One way or another, a person in his daily activities is faced with the analysis of any data, and even more so when it comes to finance. But you can look at the same data from different angles. “How many people – so many opinions” – you can’t argue)) but today we will talk specifically about opposite conclusions based on the same initial data.
Where will the price “go”?
Is it right to ask this question?
– Huh. Denis, if I make money on the difference between buy and sell prices, then of course I need to know some information that will help me determine the direction of price movement.
Damn, everything is logical, what can you talk about at all? Yes, and a whole article to write on this topic))
And just at this point, before continuing the story, I would like to ask one question:
Imagine yourself as an engineer at a military aircraft factory. A ridged plane has just arrived from the sortie. Your task is to strengthen the structure of the aircraft, but you cannot reinforce the entire aircraft, as it will become heavier. So the question is: What places of the arrived aircraft will you strengthen?
You may have heard of Abraham Wald. This man faced the same question during World War II. So Wald decided not to strengthen the places with holes, but to strengthen the surviving places. in the end, the plane nevertheless flew in, therefore the important components are in those places that were not hit by the shells.
And in fact, the solution may not be as obvious as it seems at first glance.
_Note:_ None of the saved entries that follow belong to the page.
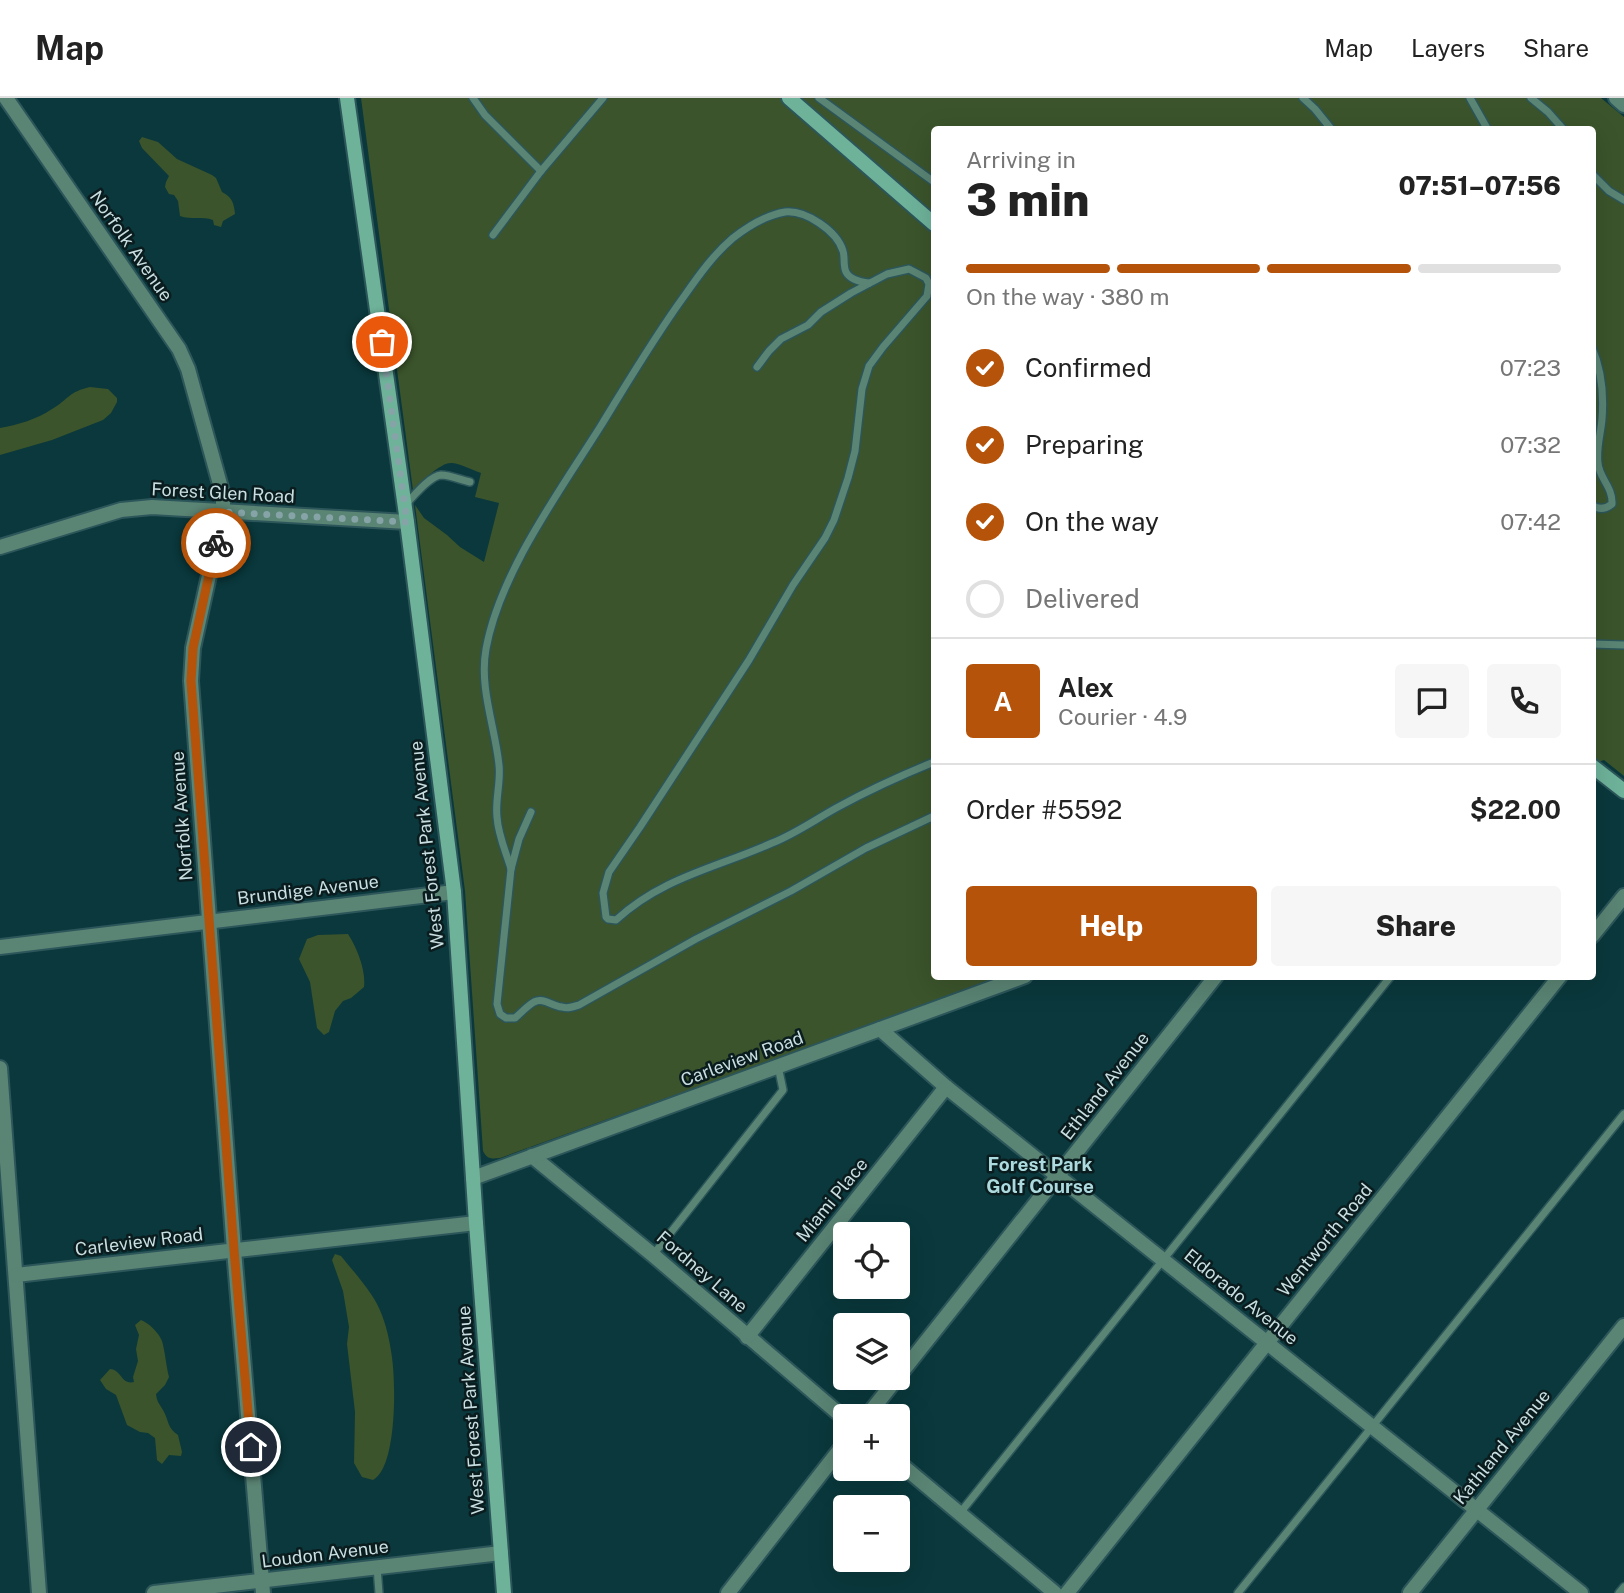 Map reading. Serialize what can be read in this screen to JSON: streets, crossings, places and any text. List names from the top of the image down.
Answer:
{
  "streets": {
    "main road": ["West Forest Park Avenue"],
    "street": [
      "Norfolk Avenue",
      "Forest Glen Road",
      "Brundige Avenue",
      "Carleview Road",
      "Ethland Avenue",
      "Miami Place",
      "Wentworth Road",
      "Fordney Lane",
      "Eldorado Avenue",
      "Kathland Avenue",
      "Loudon Avenue"
    ]
  },
  "crossings": [
    ["Norfolk Avenue", "Forest Glen Road"],
    ["Norfolk Avenue", "Brundige Avenue"],
    ["Norfolk Avenue", "Carleview Road"],
    ["Norfolk Avenue", "Loudon Avenue"],
    ["Forest Glen Road", "West Forest Park Avenue"],
    ["West Forest Park Avenue", "Brundige Avenue"],
    ["West Forest Park Avenue", "Carleview Road"],
    ["West Forest Park Avenue", "Loudon Avenue"],
    ["Carleview Road", "Fordney Lane"],
    ["Carleview Road", "Eldorado Avenue"],
    ["Ethland Avenue", "Eldorado Avenue"],
    ["Miami Place", "Fordney Lane"],
    ["Miami Place", "Eldorado Avenue"],
    ["Wentworth Road", "Eldorado Avenue"],
    ["Eldorado Avenue", "Kathland Avenue"]
  ],
  "districts": ["Forest Park Golf Course"],
  "page": {
    "header": "Map",
    "nav": ["Map", "Layers", "Share"],
    "heading": ["3 min", "Arriving in", "07:51–07:56"],
    "panel": [
      "Alex",
      "Courier · 4.9",
      "Order #5592",
      "$22.00"
    ],
    "bar": "On the way · 380 m",
    "list": [
      ["Confirmed", "07:23"],
      ["Preparing", "07:32"],
      ["On the way", "07:42"],
      "Delivered"
    ],
    "round": "A",
    "buttons": ["Help", "Share"],
    "map_buttons": ["+", "−"]
  }
} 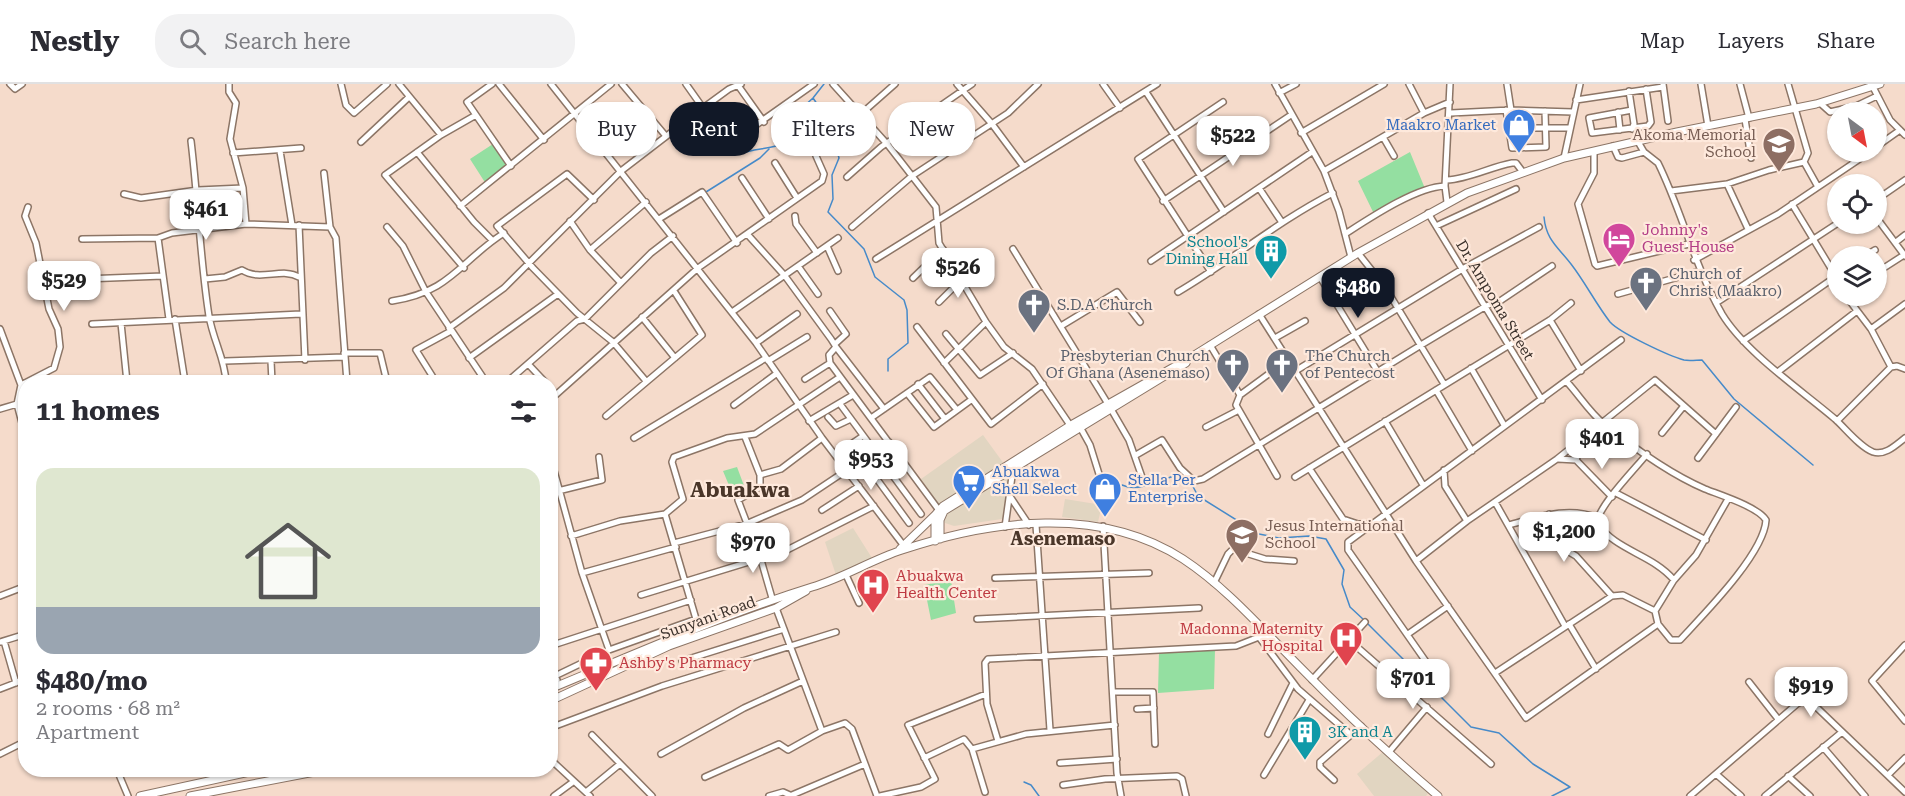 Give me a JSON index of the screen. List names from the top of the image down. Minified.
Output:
{"streets":{"main road":["Sunyani Road"],"street":["Dr. Ampoma Street"]},"districts":["Abuakwa","Asenemaso"],"places":{"shop":["Maakro Market","Stella Per Enterprise"],"school or university":["Akoma Memorial School","Jesus International School"],"hotel":["Johnny's Guest House"],"building":["School's Dining Hall","3K and A"],"church":["Church of Christ (Maakro)","S.D.A Church","Presbyterian Church Of Ghana (Asenemaso)","The Church of Pentecost"],"supermarket":["Abuakwa Shell Select"],"hospital":["Abuakwa Health Center","Madonna Maternity Hospital"],"pharmacy":["Ashby's Pharmacy"]},"north":"bottom right","page":{"header":"Nestly","search":"Search here","nav":["Map","Layers","Share"],"chip":["Buy","Rent","Filters","New"],"price":["$522","$461","$526","$529","$480","$401","$953","$1,200","$970","$701","$919"],"heading":"11 homes","list":[{"name":"$480/mo","note":"2 rooms · 68 m² · Apartment"}]}} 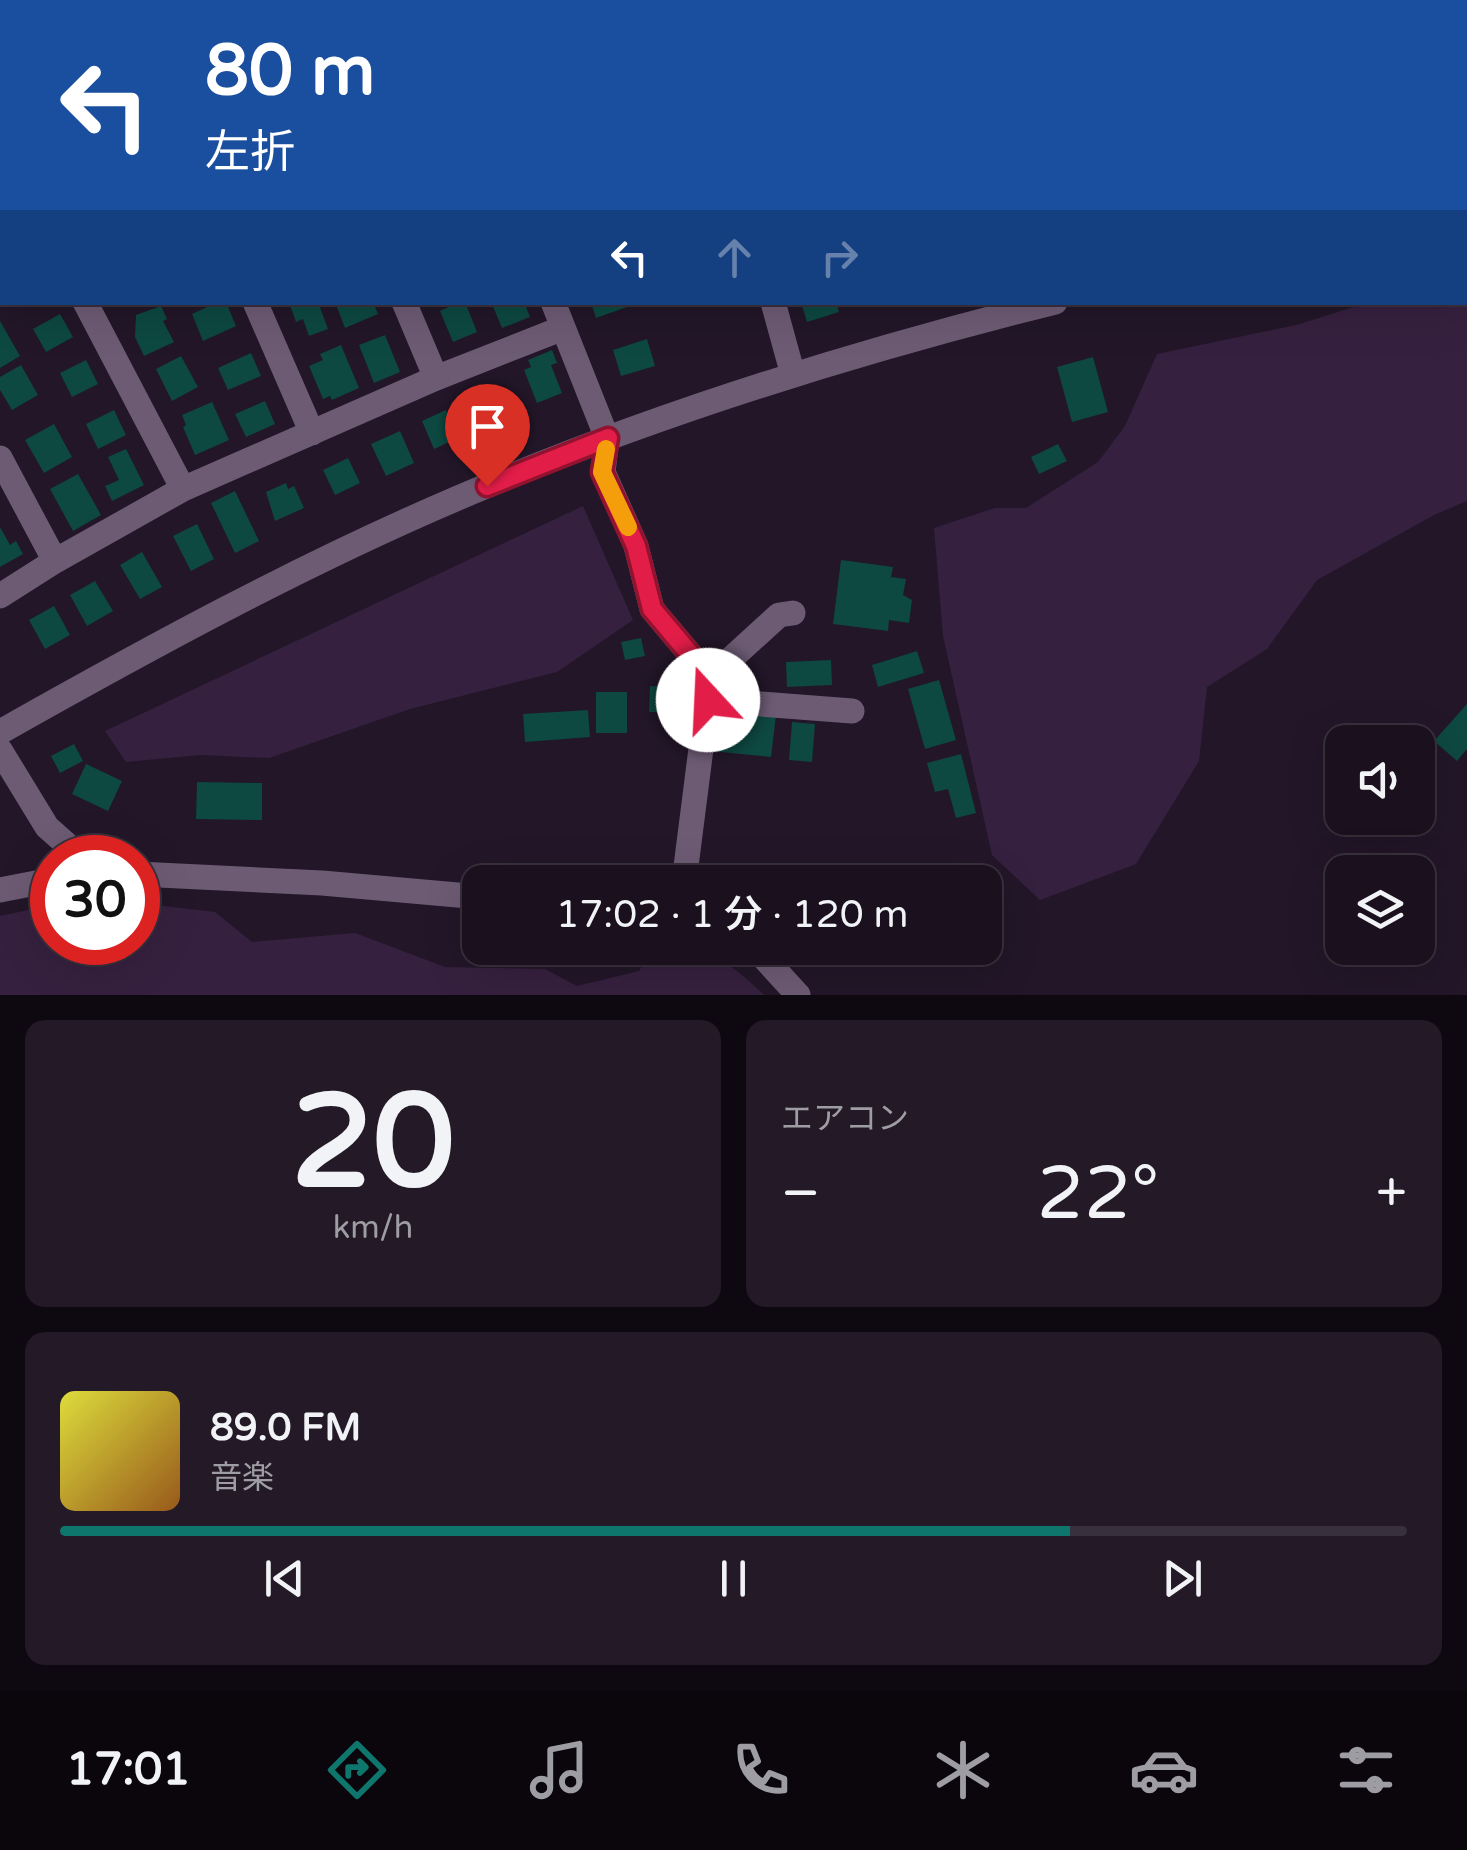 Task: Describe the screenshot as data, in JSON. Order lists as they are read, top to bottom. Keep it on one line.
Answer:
{"page":{"turn":["80 m","左折"],"limit":"30","trip":"17:02 · 1 分 · 120 m","tile":[["20","km/h"],"エアコン"],"heat":["−","22°","+"],"song":["89.0 FM","音楽"],"tabs":"17:01"}}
Well, now to our rams …
By analogy with the example set out above, you can solve the problem in trading. Namely, to focus not on where the price will go, but on where will she NOT go…
Surely the question arises: “What’s the difference?”
To begin with, the price can not only rise or fall, but also stand still. And if a trader determines the direction, as a rule, he thinks about the fact that the price can stand still, and often it comes to mind just when the pose has been open for some time, and the nerves begin to play pranks and ask to close, because there is less and less confidence that the direction is correct. If you have any experience in trading, remember how many times you closed a position without waiting for development?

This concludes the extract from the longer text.